Not only is Mallory able to address her pain, she knows how to communicate it to others in order to get the help she needs. All of her doctors have told her that she is incredibly descriptive with her pain, which makes it easier to diagnose and treat her. 

“When I’m in pain, I say it feels like a nail along with a sharp rock and a knife are going at my sinuses,” Mallory said. 

She is usually able to point out her pain for her doctors. When Mallory came down with a severe case of the flu, she drew a line from her finger to her throat in order to demonstrate her pain. Immediately, her doctors knew what she was referring to and treated her for the virus. These abilities in both Mallory and Macy can be traced back to their mom. 

Nancy is constantly looking to Mallory and Macy to be self advocates, and to speak up for themselves, whether that be in school, at home, or in doctor’s offices. She encourages Mallory to identify and seek help for her pain and stood behind Macy when she pushed for her diagnosis. 

Nancy’s sole focus is on her daughters. Her Instagram is full of educational and awareness posts about CF, as well as chiari malformation. Her inbox is filled with emails from various organizations and she spends her free time reading about new discoveries within the fields of Mallory and Macy’s respective conditions. Along with Macy, Nancy is heavily involved with the CF Foundation, as well as the CCRC. She also works closely with Cure CF Louisville.
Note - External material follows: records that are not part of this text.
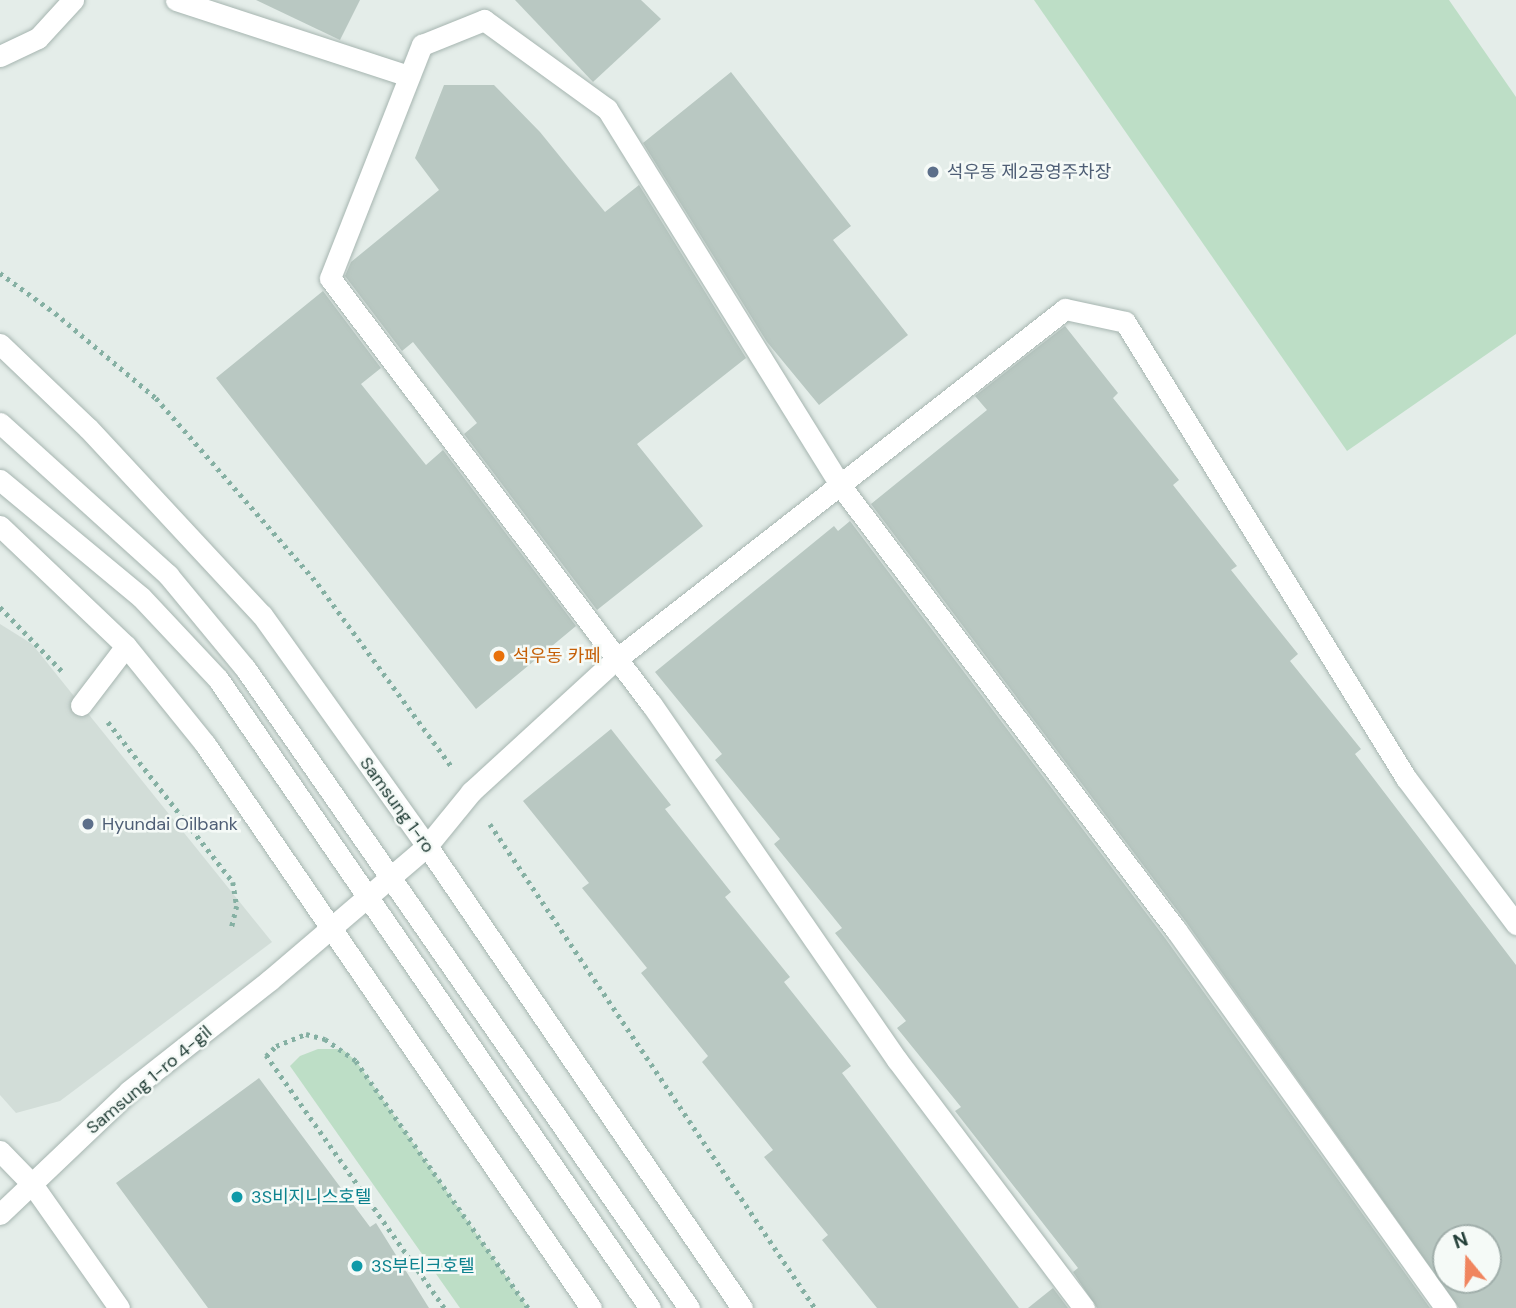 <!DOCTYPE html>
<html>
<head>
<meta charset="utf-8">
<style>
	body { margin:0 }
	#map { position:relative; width:1516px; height:1308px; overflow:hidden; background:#e4ede9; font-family:"DM Sans","Noto Sans KR",sans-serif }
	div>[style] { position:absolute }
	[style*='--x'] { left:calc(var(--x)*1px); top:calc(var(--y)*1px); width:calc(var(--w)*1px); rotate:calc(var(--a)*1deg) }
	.built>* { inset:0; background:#d2ddd8 }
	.green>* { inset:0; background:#bddec6 }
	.building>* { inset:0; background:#b9c8c2 }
	.path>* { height:4.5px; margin-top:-2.25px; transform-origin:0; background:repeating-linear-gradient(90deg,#85b0a3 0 3.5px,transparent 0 8.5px) }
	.roads { filter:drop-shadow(0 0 2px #a6b5b0) drop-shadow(0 0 2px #a6b5b0) }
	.service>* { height:21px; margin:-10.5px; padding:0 10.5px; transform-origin:10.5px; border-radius:10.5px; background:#fff }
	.minor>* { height:21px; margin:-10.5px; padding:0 10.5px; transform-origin:10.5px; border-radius:10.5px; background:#fff }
	.tertiary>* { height:21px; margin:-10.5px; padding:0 10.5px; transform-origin:10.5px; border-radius:10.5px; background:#fff }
	.dots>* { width:19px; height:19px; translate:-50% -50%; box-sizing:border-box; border:4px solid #f5faf7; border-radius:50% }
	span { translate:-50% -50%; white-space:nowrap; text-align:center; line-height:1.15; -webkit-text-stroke:5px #f5faf7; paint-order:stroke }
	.service-label { font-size:18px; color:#4e5e75 }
	.left { translate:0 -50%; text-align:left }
	.food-label { font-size:18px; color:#c56008 }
	.street-label { font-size:18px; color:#233f38 }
	.culture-label { font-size:18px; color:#0d838f }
	.north { position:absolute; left:1432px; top:1224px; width:70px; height:70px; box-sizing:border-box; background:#f5faf7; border:2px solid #a1afab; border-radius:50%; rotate:341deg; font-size:19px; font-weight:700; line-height:28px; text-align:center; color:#233f38 }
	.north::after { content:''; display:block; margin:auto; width:24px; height:32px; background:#f0855f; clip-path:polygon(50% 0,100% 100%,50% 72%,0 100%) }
</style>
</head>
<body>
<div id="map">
	<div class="built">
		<i style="clip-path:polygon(0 624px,32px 644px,272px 942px,60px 1101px,16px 1113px,0 1095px)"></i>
	</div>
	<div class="green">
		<i style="clip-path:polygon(1034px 0,1449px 0,1516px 97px,1516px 334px,1347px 451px)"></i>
		<i style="clip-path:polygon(318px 1049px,342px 1049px,356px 1061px,528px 1308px,460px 1308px,290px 1066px,300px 1056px)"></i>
	</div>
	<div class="building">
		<i style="clip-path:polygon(256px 0,360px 0,340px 40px)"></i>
		<i style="clip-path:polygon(515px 0,641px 0,661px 19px,593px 82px)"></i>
		<i style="clip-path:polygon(731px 72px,851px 226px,833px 240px,908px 335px,819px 405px,767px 342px,643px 143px)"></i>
		<i style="clip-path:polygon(444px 85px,494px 85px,540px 132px,605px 212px,639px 185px,746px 358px,637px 444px,703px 526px,597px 610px,464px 434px,477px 423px,413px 342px,402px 351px,345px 276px,351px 262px,439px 190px,415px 158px)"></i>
		<i style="clip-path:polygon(323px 291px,381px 368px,361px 384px,426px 465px,443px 450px,576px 626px,476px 709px,216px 378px)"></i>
		<i style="clip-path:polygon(evenodd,1065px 326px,1118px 393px,1113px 398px,1179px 480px,1173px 485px,1237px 566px,1231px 570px,1298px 654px,1290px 661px,1361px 749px,1355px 754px,1516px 965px,1516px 1308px,1459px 1308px,1186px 922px,871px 504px,987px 410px,975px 396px,1065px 326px,1446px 1238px,1488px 1238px,1488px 1280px,1446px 1280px,1446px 1238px)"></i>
		<i style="clip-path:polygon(850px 521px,1165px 938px,1430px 1308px,1097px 1308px,1073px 1272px,1078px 1268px,955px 1111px,961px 1107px,897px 1028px,906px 1021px,835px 933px,842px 928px,774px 844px,780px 839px,715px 760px,722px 754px,655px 672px,834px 526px,838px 531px)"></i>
		<i style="clip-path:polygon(611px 729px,671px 805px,665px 809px,731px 892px,725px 897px,790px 977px,784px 982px,851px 1066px,842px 1073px,1019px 1308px,877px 1308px,822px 1240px,828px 1235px,764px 1157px,773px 1150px,702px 1062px,708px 1056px,641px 973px,647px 968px,582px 888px,589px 883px,523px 801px)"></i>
		<i style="clip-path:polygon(259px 1078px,370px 1227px,376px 1223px,429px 1308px,208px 1308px,116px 1183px)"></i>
		<i style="clip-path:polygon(1053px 1288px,1068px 1308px,1028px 1308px)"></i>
	</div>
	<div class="path">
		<i style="--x:0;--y:273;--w:68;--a:36"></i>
		<i style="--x:55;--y:313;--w:132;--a:40.1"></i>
		<i style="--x:156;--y:398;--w:247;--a:48.9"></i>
		<i style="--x:318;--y:584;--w:227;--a:53.8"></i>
		<i style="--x:0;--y:607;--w:93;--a:45.9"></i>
		<i style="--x:108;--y:722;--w:203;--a:52"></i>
		<i style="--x:233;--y:882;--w:24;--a:81"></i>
		<i style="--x:237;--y:906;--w:21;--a:104"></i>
		<i style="--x:490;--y:824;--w:583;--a:56.12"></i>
		<i style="--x:444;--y:1308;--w:309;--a:-125.2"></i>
		<i style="--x:266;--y:1056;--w:14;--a:-45"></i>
		<i style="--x:276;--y:1046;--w:32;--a:-22"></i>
		<i style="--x:306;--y:1034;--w:20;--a:15"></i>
		<i style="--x:325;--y:1039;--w:38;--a:35"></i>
		<i style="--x:356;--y:1061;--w:301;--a:55.1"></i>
	</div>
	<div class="roads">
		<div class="service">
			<i style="--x:0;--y:423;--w:227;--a:42.1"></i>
			<i style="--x:168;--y:575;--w:121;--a:50.4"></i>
			<i style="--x:245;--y:668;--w:779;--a:55.25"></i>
			<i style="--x:0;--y:480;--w:183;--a:39.7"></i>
			<i style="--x:141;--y:597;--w:112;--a:46.8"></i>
			<i style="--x:218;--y:679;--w:763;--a:55.52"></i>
			<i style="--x:81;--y:705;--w:74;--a:-52.7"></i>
		</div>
		<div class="minor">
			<i style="--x:176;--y:0;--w:245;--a:18.1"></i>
			<i style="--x:0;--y:56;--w:42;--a:-25.3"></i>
			<i style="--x:38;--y:38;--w:52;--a:-47.4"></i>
			<i style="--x:0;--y:1151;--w:46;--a:45.9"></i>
			<i style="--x:32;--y:1184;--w:151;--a:54.9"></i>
			<i style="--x:0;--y:1214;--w:178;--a:-43.6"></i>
			<i style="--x:129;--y:1091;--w:179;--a:-38.2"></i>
			<i style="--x:270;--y:980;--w:206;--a:-40.5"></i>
			<i style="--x:427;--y:846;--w:70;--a:-50.8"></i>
			<i style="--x:471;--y:792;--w:194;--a:-42.5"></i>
			<i style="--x:614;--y:661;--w:572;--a:-37.97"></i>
			<i style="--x:1065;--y:309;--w:61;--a:12.2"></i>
			<i style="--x:1125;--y:322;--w:536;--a:58.36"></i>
			<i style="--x:1406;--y:778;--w:183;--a:53"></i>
			<i style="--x:1084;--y:1308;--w:311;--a:-127"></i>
			<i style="--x:897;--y:1060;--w:433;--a:-124.6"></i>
			<i style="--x:651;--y:704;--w:533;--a:-127"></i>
			<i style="--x:330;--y:278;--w:251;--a:-68.5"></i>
			<i style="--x:422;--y:45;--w:67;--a:-22"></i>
			<i style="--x:484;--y:20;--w:152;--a:35.9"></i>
			<i style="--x:607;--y:109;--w:442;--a:58.2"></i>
			<i style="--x:840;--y:485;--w:558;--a:52.95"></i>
			<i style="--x:1176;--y:930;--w:465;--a:54.5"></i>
		</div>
		<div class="tertiary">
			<i style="--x:0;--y:344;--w:122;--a:43.7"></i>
			<i style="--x:88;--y:428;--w:255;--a:47.1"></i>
			<i style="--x:262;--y:615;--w:284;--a:54.5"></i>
			<i style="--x:427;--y:846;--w:559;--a:55.71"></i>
			<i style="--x:0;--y:526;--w:174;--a:43.6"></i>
			<i style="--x:126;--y:646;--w:126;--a:51.1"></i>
			<i style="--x:205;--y:744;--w:683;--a:55.61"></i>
		</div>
	</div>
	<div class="dots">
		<i style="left:933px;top:172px;background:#5c6f8a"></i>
		<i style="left:499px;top:656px;background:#e8710a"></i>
		<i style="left:88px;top:824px;background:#5c6f8a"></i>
		<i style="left:237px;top:1197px;background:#0f9aa8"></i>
		<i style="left:357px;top:1266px;background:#0f9aa8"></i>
	</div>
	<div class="service-label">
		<span class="left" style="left:947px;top:172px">석우동 제2공영주차장</span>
		<span class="left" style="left:102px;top:824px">Hyundai Oilbank</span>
	</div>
	<div class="food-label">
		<span class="left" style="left:513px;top:656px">석우동 카페</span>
	</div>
	<div class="street-label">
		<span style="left:397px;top:805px;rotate:54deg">Samsung 1-ro</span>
		<span style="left:149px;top:1080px;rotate:-40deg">Samsung 1-ro 4-gil</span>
	</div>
	<div class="culture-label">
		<span class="left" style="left:251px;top:1197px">3S비지니스호텔</span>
		<span class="left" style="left:371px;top:1266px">3S부티크호텔</span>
	</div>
	<div class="north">N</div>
</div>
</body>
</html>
On top of that, she runs a Facebook page similar to Macy’s Purple Brains called Mallory’s 65 Roses, where she posts about new happenings in the CF community, various fundraisers, and updates about Mallory’s health. Even though she is fully committed to this lifestyle, it isn’t what Nancy had in mind when she pictured being a mom. 

No one can plan for the things that life has in store for them, and Nancy’s expectations for parenthood strayed far from what she imagined. 

“She’s probably gonna be a cheerleader. And she’s gonna date someone from the football team,” Nancy said, referring to her presupposed vision of Macy’s life. “And she was totally opposite. She was academic.” 

As Nancy’s vision of life may have changed over time, her teaching of self advocacy has allowed for her girls to reach places in their lives where they can envision their own futures. Mallory is at a place where she can explore her passions and pursue new interests, including her love of history. 

“I wanna be a reenactor to wear the fancy dresses,” Mallory said. 

While Mallory still has years of schooling to go through, Macy is planning her future now, through her college education. 

“I know I want to go into the forensic field,” Macy said. 

In regard to her advocacy, Macy plans on continuing her efforts to inform people on chiari malformation and CF. Macy and Nancy both emphasize that an important facet of advocacy is that people need to understand what they are advocating for. As Macy enters new chapters of her life, her fouses may grow beyond a heavy commitment to advocacy. As people continue the conversations about chiari and CF, Macy hopes someone can step up and assume her role. 

“I’ve done what I need to do,” Macy said, “I can pass the baton to someone else.”